The 38-year-old Pierzynski has had a solid year for the Atlanta Braves. He was hitting .292 coming into Thursday night’s ball game. A return for yet another season is possible, depending on a family decision by the player, his wife and two kids.

“I am still playing, so I have not thought much about it,” Pierzynski said. “I know my wife wants me to stay home and do nothing, and probably my kids feel the same way. There are a other opportunities out there. Some people have asked me about coaching, broadcasting and other stuff. We will see. I definitely want to do something involved with the game. The sport has been so good to me. It will be hard to walk away. I have been doing this since I was 17 years old.

“It is weird to imagine it will all end. The guys I talked to, like Jermaine Dye and (Paul) Konerko all say it’s great. They say you enjoy playing and then you enjoy being away and having freedom.”

Pierzynski has an IQ estimated in the 150s and has self-taught himself many things that have furthered his education, despite missing college for baseball. Managing would probably come natural for the Florida native, despite having a sharp tongue and a blunt view of the game he loves.

“Someone comes to you and says here is a three-year deal to manage a big league team — it would be hard to turn down that offer,” Pierzynski said.

The image of baseball’s most hated player is both something the entertaining Pierzynski embraces and hates at the same time. He reminds that he’s a person, husband and father first and a public figure after.

“First of all, there are two different people — the on-the-field player and the off-the-field person,” he said. “I think that is where people get confused. On the field, I just want to win. I will do anything I can to do just that. Off the field, I can go and hang out and have dinner and beers. If you’re pitching that day or playing against me, I want to beat you. As soon as the game is over, we can be friends again. That is the way I was brought up. People get mad sometimes, but I want to win, have fun and compete. If it ends tomorrow, I know I had a great time and did everything I could on a daily basis to give all I had to baseball.”
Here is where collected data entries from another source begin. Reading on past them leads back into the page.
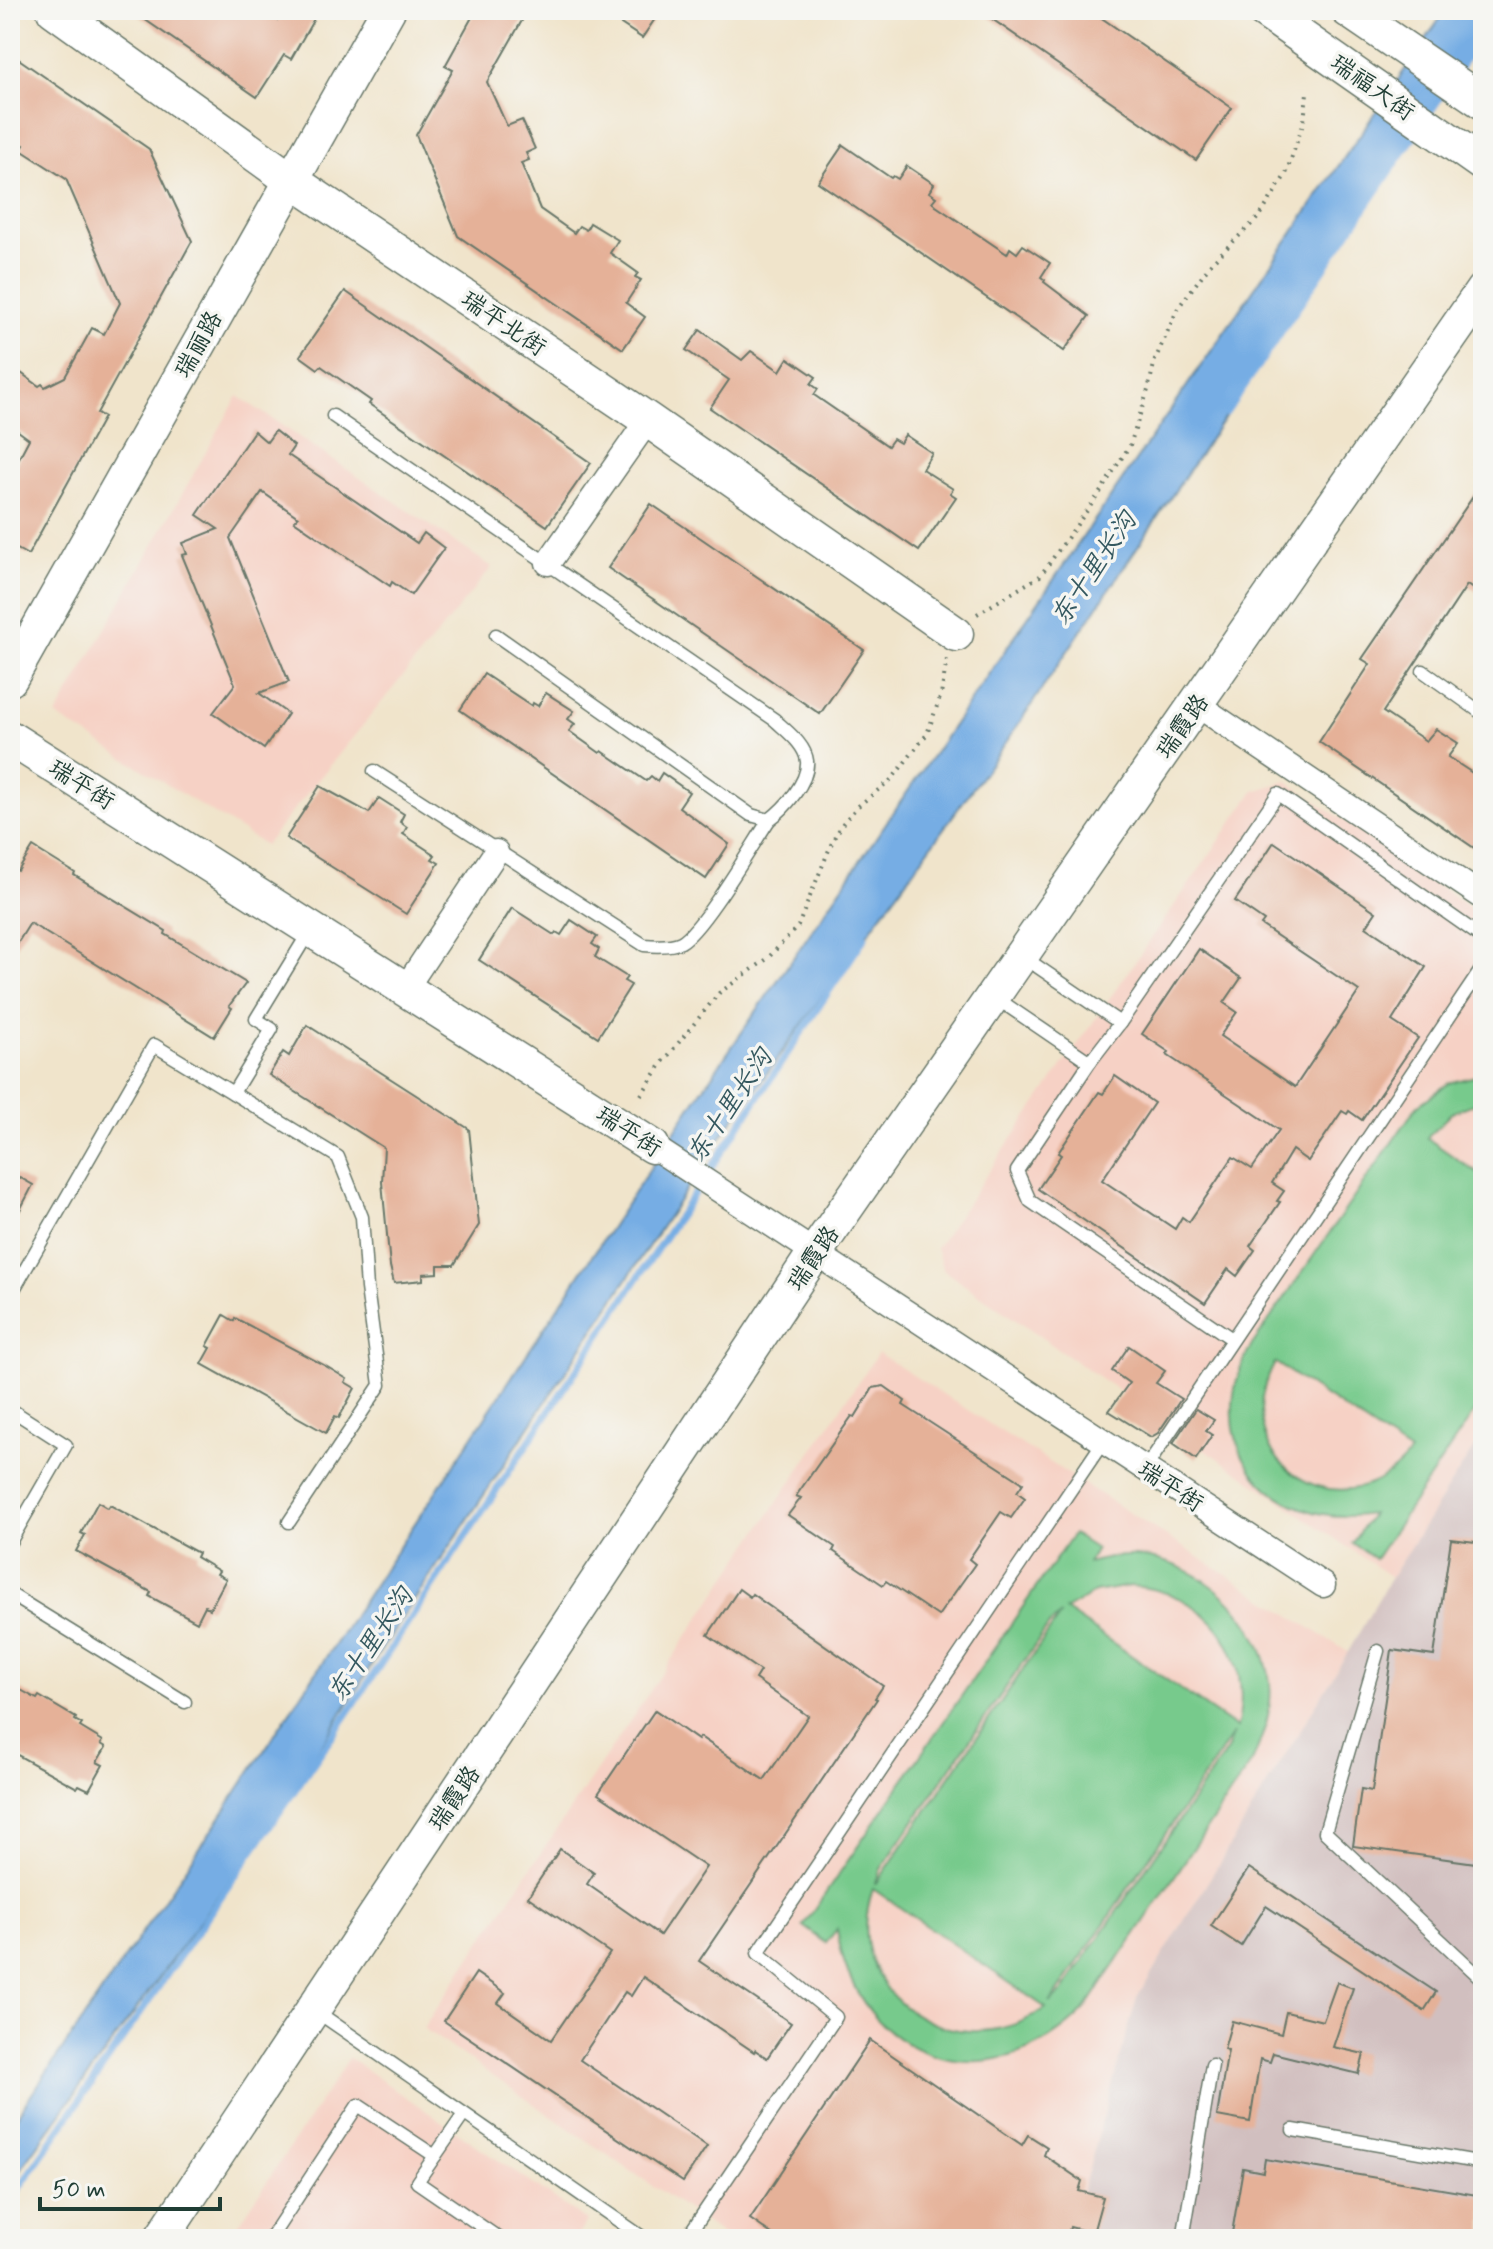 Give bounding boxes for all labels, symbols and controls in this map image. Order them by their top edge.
street label: 瑞福大街 [1324,48,1420,128]
street label: 瑞平北街 [455,285,552,364]
street label: 瑞丽路 [168,306,230,384]
water label: 东十里长沟 [1044,504,1146,633]
street label: 瑞霞路 [1150,688,1217,765]
street label: 瑞平街 [42,753,120,817]
water label: 东十里长沟 [680,1041,782,1170]
street label: 瑞平街 [590,1100,667,1165]
street label: 瑞霞路 [781,1220,847,1297]
street label: 瑞平街 [1132,1455,1209,1520]
water label: 东十里长沟 [321,1580,423,1709]
street label: 瑞霞路 [422,1760,488,1837]
scale bar [40,2161,220,2211]
text: 50 m [52,2175,106,2206] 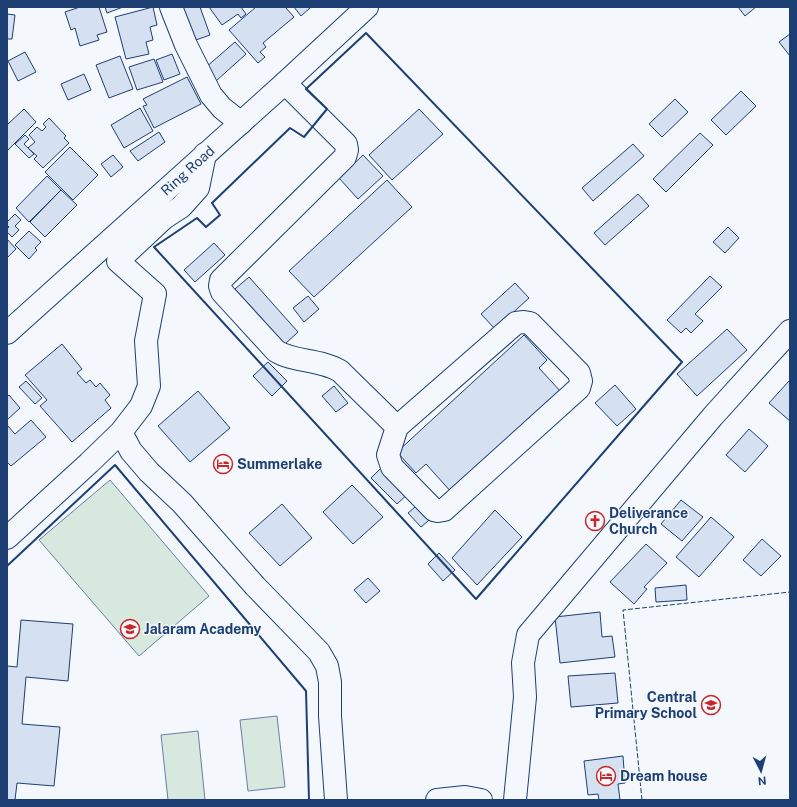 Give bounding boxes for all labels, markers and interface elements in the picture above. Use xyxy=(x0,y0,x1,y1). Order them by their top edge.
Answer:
street label: Ring Road xyxy=(158,142,218,199)
hotel icon: Summerlake xyxy=(212,453,234,475)
place label: Summerlake xyxy=(237,456,322,472)
place label: Deliverance Church xyxy=(609,505,688,537)
church icon: Deliverance Church xyxy=(584,510,606,532)
school or university icon: Jalaram Academy xyxy=(119,618,141,640)
place label: Jalaram Academy xyxy=(144,621,262,637)
place label: Central Primary School xyxy=(595,689,697,721)
school or university icon: Central Primary School xyxy=(700,694,722,716)
north arrow xyxy=(741,751,781,791)
hotel icon: Dream house xyxy=(595,765,617,787)
place label: Dream house xyxy=(620,768,708,784)
text: N xyxy=(757,775,767,787) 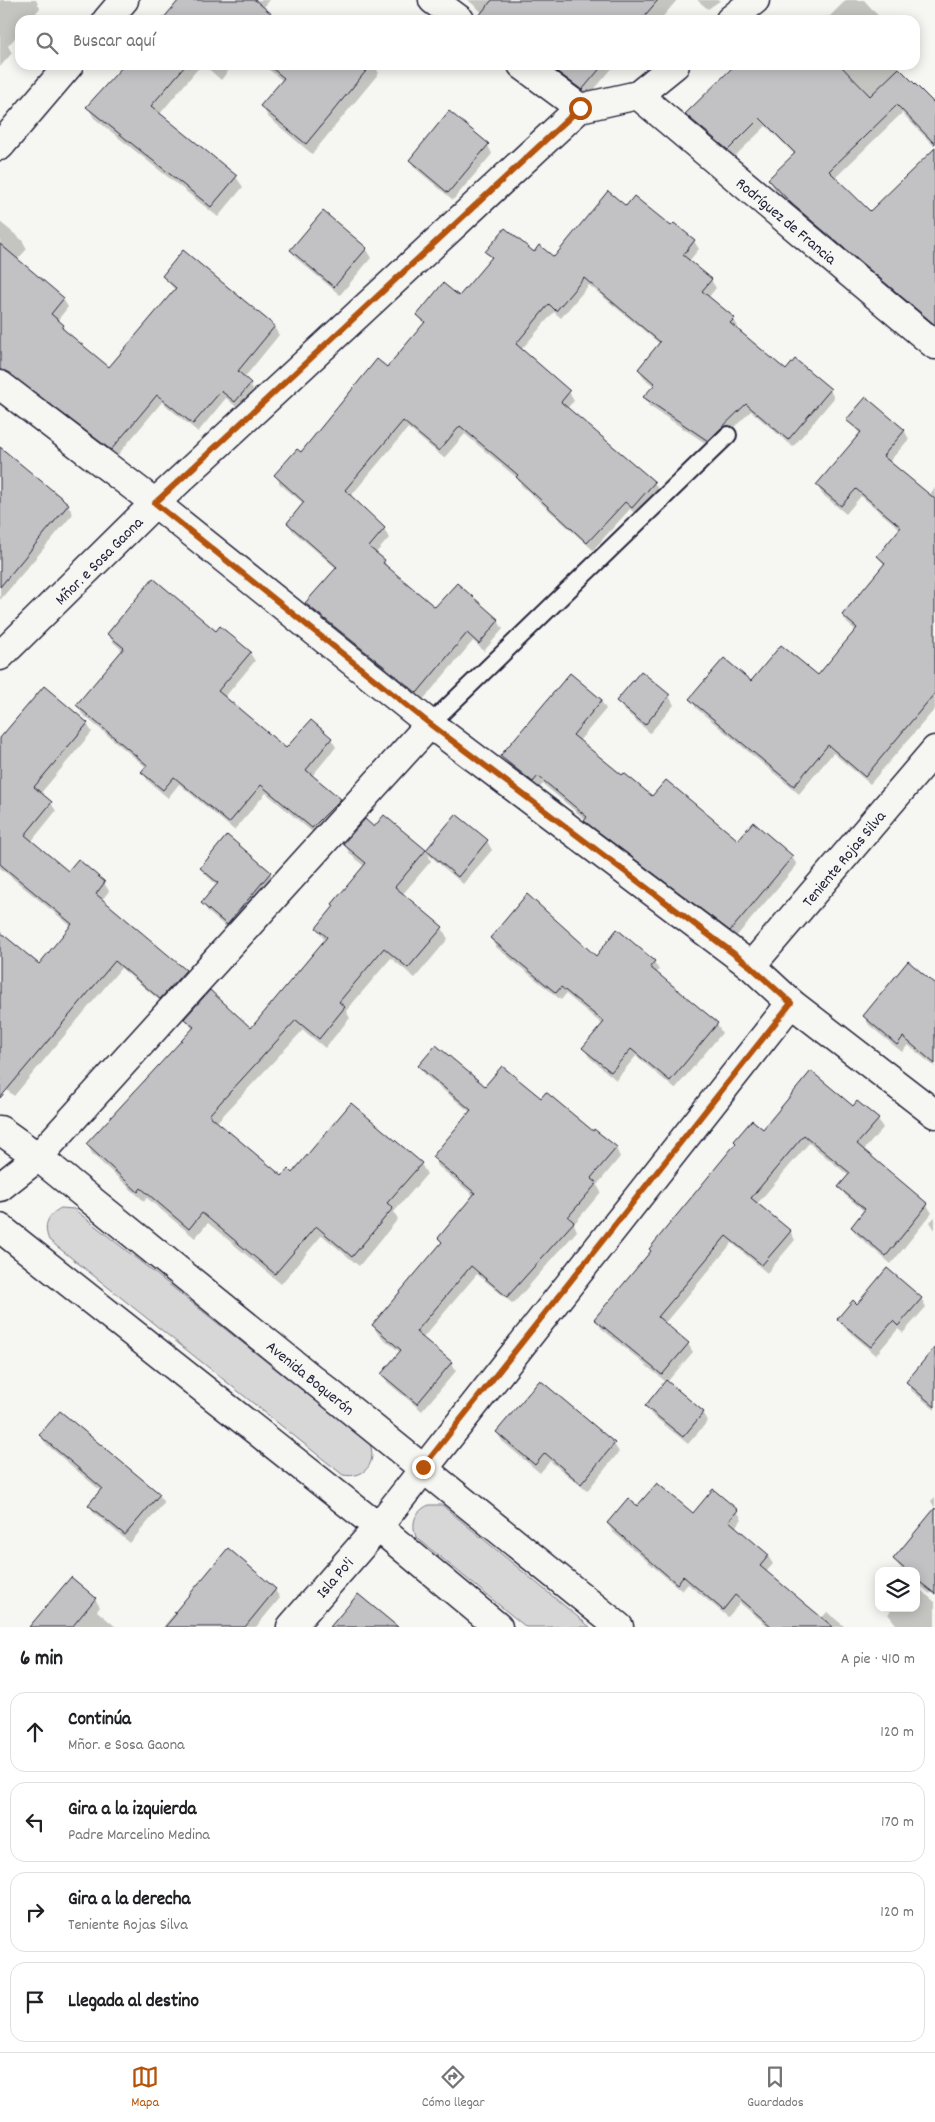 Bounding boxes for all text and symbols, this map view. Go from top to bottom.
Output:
search box [15,15,920,70]
icon: search [33,29,61,57]
text: Buscar aquí [73,29,155,56]
route start [569,97,592,120]
street label: Rodríguez de Francia [730,173,841,271]
street label: Mñor. e Sosa Gaona [50,512,149,611]
street label: Teniente Rojas Silva [798,806,893,913]
street label: Avenida Boquerón [260,1336,358,1422]
route end [412,1456,435,1479]
street label: Isla Po'i [312,1553,360,1604]
map controls [875,1567,920,1612]
button: layers [875,1567,920,1612]
text: 6 min [20,1645,63,1675]
text: A pie · 410 m [841,1648,915,1671]
text: Continúa [68,1707,131,1734]
icon: ahead [21,1718,49,1746]
text: 120 m [880,1721,914,1744]
text: Mñor. e Sosa Gaona [68,1734,185,1757]
text: Gira a la izquierda [68,1797,196,1824]
icon: left [21,1808,49,1836]
text: 170 m [881,1811,914,1834]
text: Padre Marcelino Medina [68,1824,210,1847]
text: Gira a la derecha [68,1887,190,1914]
icon: right [21,1898,49,1926]
text: 120 m [880,1901,914,1924]
text: Teniente Rojas Silva [68,1914,188,1937]
icon: arrive [21,1988,49,2016]
text: Llegada al destino [68,1989,199,2016]
tab: Mapa [131,2063,159,2113]
tab: Cómo llegar [422,2063,485,2113]
tab: Guardados [747,2063,804,2113] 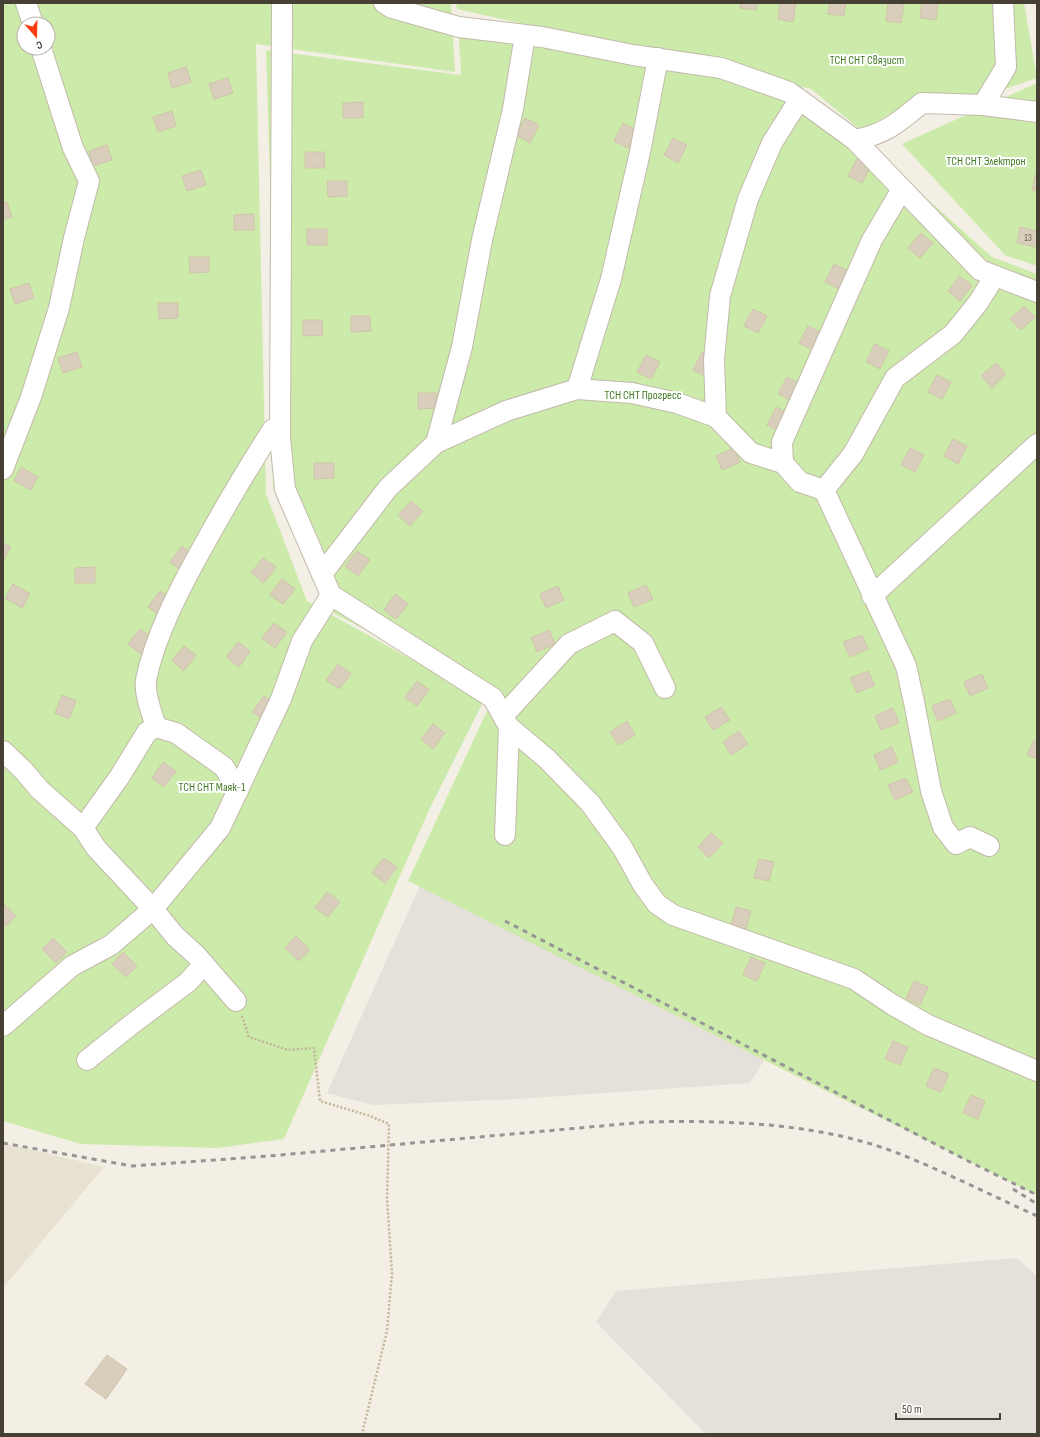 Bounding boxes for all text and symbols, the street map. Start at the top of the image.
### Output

Pierzynski has had a close relationship with White Sox owner Jerry Reinsdorf, and that has continued after leaving the team three years ago. I asked the man who caught for the 2005 world champions if he would be tempted to return to the White Sox in some capacity down the road.

“I would certainly think about it,” he said. “It would depend on what the job was. Everyone knows what I think of the White Sox and the city of Chicago in general. I would have to think about it, but he would also have to make that phone call.”